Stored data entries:
********

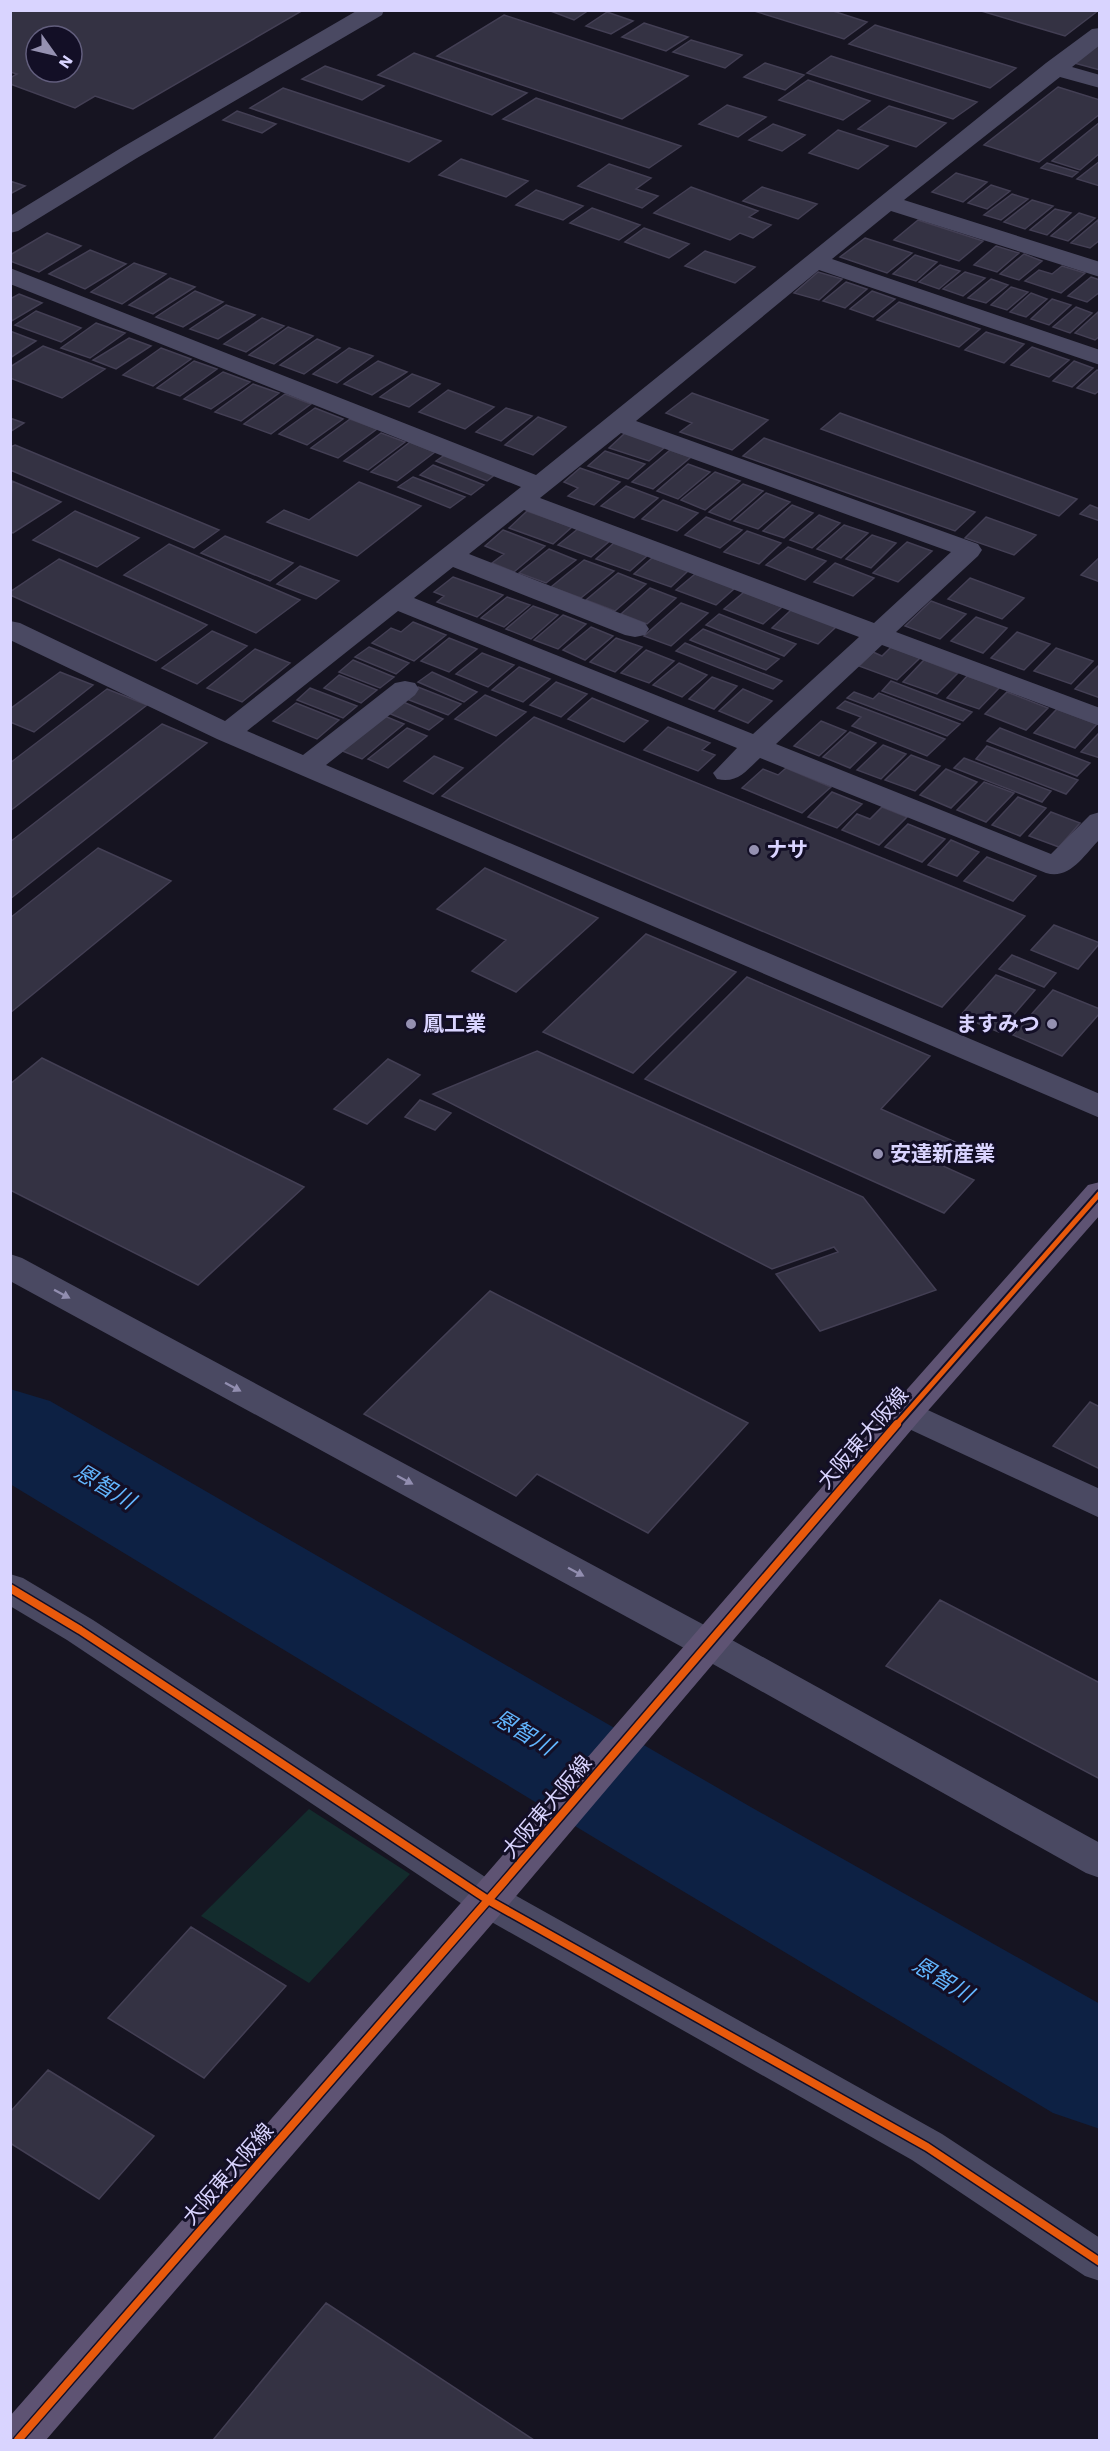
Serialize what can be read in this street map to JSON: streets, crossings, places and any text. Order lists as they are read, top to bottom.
{
  "streets": {
    "main road": ["大阪東大阪線"]
  },
  "water": ["恩智川"],
  "places": [
    "ナサ",
    "鳳工業",
    "ますみつ",
    "安達新産業"
  ],
  "north": "bottom right"
}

********

When copying, output the data exactly and leave out the pictures.

| RESULT OF THIS EXERCISE |
Serialize what can be read in this street map to JSON: streets, crossings, places and any text. Order lists as they are read, top to bottom.
{
  "streets": {
    "main road": ["大阪東大阪線"]
  },
  "water": ["恩智川"],
  "places": [
    "ナサ",
    "鳳工業",
    "ますみつ",
    "安達新産業"
  ],
  "north": "bottom right"
}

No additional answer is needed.